1. La disciplina del Trust


L’istituto del trust ha trovato ingresso nell’ordinamento interno con la ratifica della Convenzione dell’Aja del 1° luglio 1985, ad opera della legge 16 ottobre 1989, n. 364[1], entrata in vigore il 1° gennaio 1992.
Si tratta di un istituto che si sostanzia in un rapporto giuridico fiduciario attraverso il quale un soggetto definito disponente (o settlor) con un negozio unilaterale, cui di solito fanno seguito uno o più atti dispositivi, trasferisce ad un soggetto diverso, definito “trustee”, beni, di qualsiasi natura, affinché quest’ultimo li amministri e gestisca, alla stregua di quanto disposto nell’atto istitutivo del trust per il raggiungimento delle finalità individuate dallo stesso disponente.
Nell’ordinamento italiano, con la legge 27 dicembre 2006, n. 296[2], è stato modificato l’art. 73[3] del TUIR provvedendo all’inserimento del trust tra i soggetti passivi IRES, all’introduzione di specifici criteri per la determinazione della residenza del trust, nonché all’individuazione di criteri necessari a discernere, ai fini delle imposte dirette, del trust con “beneficiari individuati” (c.d. “trust trasparente”), da quello senza beneficiari individuati (cosiddetto ”trust opaco”). In merito all’individuazione del regime fiscale applicabile al reddito, sulla scorta di quanto previsto dall’ultimo periodo del co. 2 dell’art. 73 TUIR, si distinguono due diverse tipologie di trust: a) “trust trasparente” ossia trust con beneficiario di reddito “individuato”, dove la tassazione del reddito grava sul beneficiario; b) “trust opaco” ovvero trust senza beneficiario individuato, dove la tassazione del reddito grava sul Trust quale soggetto passivo IRES. 

2. La normativa di riferimento – Art. 44 comma 1, lett. g–sexies TUIR -.

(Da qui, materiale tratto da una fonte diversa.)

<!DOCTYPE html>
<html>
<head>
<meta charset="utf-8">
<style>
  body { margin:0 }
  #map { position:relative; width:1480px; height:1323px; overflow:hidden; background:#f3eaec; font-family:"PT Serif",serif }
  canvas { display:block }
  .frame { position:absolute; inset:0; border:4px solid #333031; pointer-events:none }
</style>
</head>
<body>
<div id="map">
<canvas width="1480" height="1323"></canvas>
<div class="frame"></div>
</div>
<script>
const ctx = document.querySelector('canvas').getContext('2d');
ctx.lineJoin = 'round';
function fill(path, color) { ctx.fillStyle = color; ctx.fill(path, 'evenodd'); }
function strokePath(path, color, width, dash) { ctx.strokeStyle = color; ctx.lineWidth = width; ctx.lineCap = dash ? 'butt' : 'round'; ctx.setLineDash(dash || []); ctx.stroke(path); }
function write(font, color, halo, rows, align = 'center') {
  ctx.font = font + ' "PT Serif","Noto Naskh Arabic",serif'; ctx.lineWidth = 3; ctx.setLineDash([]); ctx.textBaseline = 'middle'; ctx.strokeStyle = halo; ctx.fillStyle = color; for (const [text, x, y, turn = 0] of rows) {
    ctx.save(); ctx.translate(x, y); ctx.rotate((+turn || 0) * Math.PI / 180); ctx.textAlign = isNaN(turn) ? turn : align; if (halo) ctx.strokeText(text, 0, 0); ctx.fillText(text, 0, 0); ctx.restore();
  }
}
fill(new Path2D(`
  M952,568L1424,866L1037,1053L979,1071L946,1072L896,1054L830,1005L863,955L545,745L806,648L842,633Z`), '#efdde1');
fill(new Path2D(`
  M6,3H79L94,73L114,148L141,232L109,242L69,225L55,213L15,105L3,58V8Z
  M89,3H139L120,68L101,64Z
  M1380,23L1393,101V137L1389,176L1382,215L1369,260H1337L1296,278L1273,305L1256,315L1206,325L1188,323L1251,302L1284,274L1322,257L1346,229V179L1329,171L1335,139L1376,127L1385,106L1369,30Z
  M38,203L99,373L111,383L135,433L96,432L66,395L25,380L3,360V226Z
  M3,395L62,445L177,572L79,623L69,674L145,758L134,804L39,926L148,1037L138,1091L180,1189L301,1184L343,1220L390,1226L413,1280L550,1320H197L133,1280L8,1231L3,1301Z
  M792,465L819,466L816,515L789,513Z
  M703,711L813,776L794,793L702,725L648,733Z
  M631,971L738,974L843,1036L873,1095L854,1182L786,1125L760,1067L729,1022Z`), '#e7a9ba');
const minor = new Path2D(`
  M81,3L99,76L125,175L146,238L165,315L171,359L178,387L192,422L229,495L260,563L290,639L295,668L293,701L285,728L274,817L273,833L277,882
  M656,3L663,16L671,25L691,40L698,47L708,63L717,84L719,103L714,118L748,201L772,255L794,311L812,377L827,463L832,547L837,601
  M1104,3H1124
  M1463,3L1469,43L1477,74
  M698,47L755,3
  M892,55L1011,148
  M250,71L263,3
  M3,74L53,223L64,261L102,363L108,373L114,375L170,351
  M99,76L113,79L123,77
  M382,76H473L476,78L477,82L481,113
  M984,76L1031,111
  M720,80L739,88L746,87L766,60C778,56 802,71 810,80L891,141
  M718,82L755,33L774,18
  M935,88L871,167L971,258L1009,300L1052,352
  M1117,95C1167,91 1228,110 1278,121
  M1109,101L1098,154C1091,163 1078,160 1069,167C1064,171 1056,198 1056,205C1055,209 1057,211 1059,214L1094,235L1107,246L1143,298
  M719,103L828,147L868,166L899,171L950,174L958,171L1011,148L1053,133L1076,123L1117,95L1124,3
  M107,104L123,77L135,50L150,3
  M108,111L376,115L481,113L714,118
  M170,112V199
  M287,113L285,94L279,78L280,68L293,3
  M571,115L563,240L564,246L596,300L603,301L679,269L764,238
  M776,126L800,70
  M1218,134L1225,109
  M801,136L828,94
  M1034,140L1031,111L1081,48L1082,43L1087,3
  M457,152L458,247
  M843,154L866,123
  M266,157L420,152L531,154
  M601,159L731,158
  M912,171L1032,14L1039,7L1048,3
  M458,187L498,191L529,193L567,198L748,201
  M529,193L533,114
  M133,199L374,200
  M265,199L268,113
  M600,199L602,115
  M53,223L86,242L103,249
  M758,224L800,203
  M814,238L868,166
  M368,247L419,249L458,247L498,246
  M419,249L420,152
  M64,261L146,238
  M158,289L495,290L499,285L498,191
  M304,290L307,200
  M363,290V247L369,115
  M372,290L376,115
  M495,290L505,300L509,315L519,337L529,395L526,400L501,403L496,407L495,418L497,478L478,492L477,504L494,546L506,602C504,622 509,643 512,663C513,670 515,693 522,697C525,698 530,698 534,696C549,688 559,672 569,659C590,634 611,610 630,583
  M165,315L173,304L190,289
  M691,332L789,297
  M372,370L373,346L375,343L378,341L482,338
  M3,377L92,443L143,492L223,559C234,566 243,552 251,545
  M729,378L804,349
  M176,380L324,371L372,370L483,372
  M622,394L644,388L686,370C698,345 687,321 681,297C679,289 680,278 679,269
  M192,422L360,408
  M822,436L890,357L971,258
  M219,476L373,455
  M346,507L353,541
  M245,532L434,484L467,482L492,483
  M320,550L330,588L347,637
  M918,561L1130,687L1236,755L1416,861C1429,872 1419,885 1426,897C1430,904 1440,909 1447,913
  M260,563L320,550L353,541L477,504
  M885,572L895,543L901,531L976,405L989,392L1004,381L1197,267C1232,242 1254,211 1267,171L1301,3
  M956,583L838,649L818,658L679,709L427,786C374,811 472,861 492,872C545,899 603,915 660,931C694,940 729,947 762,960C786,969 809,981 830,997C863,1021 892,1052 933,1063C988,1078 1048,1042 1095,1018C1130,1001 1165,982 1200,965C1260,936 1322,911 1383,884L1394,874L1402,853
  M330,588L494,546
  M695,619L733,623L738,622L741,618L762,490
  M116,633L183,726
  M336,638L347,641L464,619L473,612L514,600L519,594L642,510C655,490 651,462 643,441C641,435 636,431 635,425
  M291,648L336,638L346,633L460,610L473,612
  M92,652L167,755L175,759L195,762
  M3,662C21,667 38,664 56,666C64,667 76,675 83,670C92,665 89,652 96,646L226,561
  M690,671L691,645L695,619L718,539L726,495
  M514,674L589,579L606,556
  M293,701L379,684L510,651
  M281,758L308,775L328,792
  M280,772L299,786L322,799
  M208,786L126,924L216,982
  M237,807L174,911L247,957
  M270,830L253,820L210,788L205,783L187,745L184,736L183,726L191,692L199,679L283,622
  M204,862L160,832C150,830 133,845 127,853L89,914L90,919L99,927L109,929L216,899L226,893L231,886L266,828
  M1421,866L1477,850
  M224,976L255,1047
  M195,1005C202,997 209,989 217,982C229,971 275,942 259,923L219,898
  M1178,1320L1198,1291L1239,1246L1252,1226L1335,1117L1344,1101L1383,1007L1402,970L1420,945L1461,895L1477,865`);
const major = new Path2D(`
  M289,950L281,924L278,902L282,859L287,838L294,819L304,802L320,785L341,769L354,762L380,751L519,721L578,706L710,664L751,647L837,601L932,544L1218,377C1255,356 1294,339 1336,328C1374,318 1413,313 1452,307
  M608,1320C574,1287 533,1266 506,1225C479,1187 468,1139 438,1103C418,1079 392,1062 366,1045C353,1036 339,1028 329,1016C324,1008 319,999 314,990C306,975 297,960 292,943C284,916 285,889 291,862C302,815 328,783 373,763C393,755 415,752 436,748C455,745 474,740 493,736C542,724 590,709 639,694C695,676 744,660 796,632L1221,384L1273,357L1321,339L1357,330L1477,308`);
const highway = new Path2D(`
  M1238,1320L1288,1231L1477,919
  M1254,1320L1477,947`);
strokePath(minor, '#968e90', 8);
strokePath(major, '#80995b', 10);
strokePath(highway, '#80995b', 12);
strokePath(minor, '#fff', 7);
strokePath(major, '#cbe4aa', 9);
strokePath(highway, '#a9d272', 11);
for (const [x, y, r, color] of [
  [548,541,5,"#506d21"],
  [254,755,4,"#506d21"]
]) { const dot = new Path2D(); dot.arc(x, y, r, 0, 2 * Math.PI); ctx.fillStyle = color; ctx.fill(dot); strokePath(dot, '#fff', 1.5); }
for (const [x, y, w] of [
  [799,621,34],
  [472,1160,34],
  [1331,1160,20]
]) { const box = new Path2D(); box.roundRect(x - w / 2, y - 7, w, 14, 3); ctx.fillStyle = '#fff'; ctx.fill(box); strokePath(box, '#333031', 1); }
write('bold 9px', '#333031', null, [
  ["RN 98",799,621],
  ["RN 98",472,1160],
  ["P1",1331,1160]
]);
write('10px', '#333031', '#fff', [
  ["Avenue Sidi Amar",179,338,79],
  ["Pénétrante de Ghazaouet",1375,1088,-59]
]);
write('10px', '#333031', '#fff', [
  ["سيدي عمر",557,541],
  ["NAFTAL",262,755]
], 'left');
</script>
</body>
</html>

L’art. 44 (rubricato Redditi di capitale), comma 1, lett. g–sexies del Testo unico delle imposte sui redditi (TUIR) (D.P.R. 22 dicembre 1986, n. 917), testualmente,  dispone che: 1. Sono redditi di capitale: … i redditi imputati al beneficiario di trust ai sensi dell’articolo 73, comma 2, anche se non residenti, nonché i redditi corrisposti a residenti italiani da trust e istituti aventi analogo contenuto, stabiliti in Stati e territori che con riferimento al trattamento dei redditi prodotti dal trust si considerano a fiscalità privilegiata ai sensi dell’articolo 47 bis, anche qualora i percipienti residenti non possano essere considerati beneficiari individuati ai sensi dell’articolo 73…”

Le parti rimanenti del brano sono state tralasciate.